▸ Goal of the exercise
Scan the entries for "white". Every line that holds it is to be copied.

▸ Data
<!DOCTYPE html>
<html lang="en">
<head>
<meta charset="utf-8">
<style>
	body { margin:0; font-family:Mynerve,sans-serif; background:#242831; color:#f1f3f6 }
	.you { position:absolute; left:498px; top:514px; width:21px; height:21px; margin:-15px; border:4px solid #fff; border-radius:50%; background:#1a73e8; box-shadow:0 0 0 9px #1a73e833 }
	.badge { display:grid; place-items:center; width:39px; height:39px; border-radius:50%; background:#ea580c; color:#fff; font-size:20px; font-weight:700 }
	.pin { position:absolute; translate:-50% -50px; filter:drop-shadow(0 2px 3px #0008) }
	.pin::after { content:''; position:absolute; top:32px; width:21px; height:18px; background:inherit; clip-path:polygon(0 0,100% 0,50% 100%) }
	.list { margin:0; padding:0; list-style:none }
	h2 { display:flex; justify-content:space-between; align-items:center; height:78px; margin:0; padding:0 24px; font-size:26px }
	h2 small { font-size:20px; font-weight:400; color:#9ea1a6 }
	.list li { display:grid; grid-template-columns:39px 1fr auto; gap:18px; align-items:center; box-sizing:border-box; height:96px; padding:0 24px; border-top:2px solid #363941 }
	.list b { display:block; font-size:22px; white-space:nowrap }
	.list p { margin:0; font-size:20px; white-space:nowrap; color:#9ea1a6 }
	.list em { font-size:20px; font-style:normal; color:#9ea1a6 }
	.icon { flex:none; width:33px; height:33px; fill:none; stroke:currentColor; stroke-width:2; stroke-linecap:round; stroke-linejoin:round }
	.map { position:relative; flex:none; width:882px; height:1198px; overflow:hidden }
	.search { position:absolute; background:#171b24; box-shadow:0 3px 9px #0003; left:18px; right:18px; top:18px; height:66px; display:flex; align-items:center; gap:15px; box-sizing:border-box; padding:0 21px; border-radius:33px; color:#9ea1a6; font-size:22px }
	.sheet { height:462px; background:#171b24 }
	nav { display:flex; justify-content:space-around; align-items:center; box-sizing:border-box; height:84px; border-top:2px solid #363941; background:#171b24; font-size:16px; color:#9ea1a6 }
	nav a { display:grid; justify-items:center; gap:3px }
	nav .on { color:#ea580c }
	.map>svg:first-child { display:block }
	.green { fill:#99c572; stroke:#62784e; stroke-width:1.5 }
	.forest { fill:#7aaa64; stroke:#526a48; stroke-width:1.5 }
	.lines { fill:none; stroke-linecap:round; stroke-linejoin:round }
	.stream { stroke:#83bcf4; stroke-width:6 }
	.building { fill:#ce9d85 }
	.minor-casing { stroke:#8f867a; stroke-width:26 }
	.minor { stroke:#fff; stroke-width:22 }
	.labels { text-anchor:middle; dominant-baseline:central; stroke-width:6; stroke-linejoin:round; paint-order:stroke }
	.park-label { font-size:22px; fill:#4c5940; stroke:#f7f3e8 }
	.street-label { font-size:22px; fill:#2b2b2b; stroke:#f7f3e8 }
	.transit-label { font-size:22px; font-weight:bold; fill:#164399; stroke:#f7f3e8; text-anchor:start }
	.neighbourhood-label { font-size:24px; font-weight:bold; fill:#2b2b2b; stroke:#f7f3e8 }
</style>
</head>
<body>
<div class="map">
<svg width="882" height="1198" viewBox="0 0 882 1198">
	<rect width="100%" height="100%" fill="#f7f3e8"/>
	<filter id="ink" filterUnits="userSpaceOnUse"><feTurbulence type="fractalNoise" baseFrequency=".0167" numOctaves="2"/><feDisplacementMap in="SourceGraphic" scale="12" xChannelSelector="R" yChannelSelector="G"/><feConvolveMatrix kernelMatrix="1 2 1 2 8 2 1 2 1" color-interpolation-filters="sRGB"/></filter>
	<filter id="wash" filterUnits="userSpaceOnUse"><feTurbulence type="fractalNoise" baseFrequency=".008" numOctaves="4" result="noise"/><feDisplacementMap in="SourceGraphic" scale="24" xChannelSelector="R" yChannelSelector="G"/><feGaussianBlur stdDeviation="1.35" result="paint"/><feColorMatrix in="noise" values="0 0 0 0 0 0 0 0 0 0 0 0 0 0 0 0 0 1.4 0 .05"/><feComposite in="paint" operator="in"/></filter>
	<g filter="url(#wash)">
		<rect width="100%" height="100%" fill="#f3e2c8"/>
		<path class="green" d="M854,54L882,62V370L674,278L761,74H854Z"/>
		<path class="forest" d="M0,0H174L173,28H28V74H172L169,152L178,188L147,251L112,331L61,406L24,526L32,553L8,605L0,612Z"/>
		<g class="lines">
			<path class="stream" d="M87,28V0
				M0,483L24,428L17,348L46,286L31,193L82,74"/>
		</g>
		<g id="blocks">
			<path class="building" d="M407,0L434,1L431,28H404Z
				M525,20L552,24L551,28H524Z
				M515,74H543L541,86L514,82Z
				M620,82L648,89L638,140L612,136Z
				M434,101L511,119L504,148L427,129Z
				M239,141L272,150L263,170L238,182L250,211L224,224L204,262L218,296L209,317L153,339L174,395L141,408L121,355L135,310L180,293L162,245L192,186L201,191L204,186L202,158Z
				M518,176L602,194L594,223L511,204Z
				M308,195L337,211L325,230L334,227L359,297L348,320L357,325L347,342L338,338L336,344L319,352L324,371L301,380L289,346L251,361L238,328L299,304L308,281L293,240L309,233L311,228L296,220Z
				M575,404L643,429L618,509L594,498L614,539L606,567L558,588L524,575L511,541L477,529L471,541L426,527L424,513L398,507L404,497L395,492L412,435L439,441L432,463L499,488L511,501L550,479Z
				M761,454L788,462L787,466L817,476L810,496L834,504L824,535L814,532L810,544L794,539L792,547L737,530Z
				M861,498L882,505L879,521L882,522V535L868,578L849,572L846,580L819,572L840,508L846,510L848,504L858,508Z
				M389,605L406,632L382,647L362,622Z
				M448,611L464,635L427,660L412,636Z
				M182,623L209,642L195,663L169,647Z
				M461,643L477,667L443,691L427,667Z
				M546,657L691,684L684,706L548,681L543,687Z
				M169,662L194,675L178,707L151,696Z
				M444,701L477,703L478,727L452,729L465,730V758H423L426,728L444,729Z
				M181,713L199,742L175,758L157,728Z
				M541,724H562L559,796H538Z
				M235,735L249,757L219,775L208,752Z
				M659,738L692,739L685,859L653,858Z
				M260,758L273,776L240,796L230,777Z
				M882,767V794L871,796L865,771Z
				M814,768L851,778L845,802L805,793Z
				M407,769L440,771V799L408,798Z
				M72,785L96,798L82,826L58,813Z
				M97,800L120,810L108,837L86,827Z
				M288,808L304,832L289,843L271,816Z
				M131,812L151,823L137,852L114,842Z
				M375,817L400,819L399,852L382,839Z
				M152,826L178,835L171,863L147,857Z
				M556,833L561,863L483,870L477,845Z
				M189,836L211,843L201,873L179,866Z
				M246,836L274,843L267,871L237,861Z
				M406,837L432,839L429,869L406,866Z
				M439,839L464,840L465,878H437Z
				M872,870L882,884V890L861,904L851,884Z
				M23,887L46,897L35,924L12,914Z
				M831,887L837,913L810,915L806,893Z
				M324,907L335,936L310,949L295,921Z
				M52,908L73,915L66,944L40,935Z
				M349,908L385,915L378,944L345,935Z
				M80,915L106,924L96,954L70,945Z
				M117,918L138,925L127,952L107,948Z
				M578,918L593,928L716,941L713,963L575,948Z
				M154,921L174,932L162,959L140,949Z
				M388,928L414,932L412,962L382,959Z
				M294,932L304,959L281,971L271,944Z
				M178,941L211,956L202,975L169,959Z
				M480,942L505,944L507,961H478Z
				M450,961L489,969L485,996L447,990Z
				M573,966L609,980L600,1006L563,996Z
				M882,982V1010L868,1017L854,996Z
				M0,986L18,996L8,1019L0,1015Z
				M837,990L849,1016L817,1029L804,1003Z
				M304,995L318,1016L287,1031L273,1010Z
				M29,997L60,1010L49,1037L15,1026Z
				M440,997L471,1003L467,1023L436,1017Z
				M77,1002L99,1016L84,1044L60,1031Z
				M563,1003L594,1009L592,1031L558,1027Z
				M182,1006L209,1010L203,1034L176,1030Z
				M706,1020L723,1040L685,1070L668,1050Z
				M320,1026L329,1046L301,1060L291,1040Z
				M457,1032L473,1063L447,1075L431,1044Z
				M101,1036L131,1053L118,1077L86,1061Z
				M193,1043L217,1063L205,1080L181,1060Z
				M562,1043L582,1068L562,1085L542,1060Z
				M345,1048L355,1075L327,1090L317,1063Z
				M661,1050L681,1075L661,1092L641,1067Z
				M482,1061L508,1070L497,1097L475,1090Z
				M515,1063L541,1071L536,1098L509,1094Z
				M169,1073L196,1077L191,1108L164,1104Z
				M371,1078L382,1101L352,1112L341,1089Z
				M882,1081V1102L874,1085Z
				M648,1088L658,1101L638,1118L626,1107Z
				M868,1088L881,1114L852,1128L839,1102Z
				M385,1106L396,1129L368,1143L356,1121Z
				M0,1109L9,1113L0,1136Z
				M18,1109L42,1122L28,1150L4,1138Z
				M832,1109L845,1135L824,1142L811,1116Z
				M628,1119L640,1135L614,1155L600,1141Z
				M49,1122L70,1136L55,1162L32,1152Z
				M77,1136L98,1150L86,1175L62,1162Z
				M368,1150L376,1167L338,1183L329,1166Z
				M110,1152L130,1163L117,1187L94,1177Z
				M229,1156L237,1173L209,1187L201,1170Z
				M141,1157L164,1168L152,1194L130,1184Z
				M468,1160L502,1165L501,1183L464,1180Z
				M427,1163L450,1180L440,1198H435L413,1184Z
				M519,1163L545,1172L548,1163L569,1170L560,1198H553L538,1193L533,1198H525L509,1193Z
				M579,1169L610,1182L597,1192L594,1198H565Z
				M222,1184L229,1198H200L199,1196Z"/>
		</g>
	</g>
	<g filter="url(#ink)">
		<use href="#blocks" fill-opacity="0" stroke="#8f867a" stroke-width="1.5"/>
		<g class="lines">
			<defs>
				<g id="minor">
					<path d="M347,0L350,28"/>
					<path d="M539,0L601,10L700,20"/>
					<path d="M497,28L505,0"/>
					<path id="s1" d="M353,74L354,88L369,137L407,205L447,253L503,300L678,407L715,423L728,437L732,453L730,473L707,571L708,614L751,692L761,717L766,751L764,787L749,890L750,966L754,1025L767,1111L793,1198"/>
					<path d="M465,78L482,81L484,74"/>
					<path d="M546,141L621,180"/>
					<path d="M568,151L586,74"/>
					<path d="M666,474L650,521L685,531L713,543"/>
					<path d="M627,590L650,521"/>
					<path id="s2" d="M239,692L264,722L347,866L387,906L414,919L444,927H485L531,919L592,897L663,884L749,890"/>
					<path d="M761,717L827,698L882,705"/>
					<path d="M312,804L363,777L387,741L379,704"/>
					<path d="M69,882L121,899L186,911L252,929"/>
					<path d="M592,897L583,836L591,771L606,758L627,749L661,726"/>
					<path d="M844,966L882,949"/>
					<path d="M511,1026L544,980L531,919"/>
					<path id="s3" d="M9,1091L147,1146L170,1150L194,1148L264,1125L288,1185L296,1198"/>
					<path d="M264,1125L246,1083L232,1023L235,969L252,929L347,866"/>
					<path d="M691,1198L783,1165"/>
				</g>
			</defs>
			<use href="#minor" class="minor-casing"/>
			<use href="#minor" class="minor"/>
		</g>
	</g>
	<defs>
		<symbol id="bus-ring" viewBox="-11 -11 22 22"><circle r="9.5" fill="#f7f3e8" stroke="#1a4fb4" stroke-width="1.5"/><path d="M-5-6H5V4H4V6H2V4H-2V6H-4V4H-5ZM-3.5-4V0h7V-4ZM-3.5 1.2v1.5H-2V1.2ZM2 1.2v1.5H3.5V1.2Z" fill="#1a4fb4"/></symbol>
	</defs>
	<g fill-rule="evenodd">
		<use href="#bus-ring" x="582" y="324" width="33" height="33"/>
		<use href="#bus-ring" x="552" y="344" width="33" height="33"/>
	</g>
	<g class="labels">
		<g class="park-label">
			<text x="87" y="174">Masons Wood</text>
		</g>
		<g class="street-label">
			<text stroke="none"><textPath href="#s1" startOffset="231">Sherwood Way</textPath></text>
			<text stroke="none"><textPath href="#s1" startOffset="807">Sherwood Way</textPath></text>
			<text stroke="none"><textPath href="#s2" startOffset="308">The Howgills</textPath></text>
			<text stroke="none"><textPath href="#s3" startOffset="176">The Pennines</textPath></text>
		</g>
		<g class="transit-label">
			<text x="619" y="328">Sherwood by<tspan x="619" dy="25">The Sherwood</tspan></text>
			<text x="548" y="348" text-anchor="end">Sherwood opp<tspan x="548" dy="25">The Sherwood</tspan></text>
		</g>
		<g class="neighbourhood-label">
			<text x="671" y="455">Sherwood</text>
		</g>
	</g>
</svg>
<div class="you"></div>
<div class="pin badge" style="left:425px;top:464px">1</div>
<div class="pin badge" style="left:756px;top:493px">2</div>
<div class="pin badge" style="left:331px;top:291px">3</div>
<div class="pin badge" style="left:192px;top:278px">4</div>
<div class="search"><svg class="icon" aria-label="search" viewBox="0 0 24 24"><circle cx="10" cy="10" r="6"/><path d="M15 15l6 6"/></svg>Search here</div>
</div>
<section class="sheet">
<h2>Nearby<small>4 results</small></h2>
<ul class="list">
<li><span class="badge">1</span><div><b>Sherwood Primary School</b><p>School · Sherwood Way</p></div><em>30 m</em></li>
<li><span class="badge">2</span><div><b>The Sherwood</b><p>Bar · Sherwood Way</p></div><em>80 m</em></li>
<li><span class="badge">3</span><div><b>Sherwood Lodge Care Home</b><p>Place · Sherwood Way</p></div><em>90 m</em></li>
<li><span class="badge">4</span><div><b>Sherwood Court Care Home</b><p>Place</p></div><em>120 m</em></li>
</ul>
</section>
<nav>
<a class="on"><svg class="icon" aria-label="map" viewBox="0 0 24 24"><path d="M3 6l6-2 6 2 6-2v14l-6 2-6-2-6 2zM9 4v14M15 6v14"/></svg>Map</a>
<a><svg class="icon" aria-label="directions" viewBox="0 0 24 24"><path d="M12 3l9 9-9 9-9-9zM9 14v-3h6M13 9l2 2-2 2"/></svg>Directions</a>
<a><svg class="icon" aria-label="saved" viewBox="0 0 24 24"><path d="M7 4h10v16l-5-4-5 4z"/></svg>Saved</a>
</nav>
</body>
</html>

▸ Solution
	.list b { display:block; font-size:22px; white-space:nowrap }
	.list p { margin:0; font-size:20px; white-space:nowrap; color:#9ea1a6 }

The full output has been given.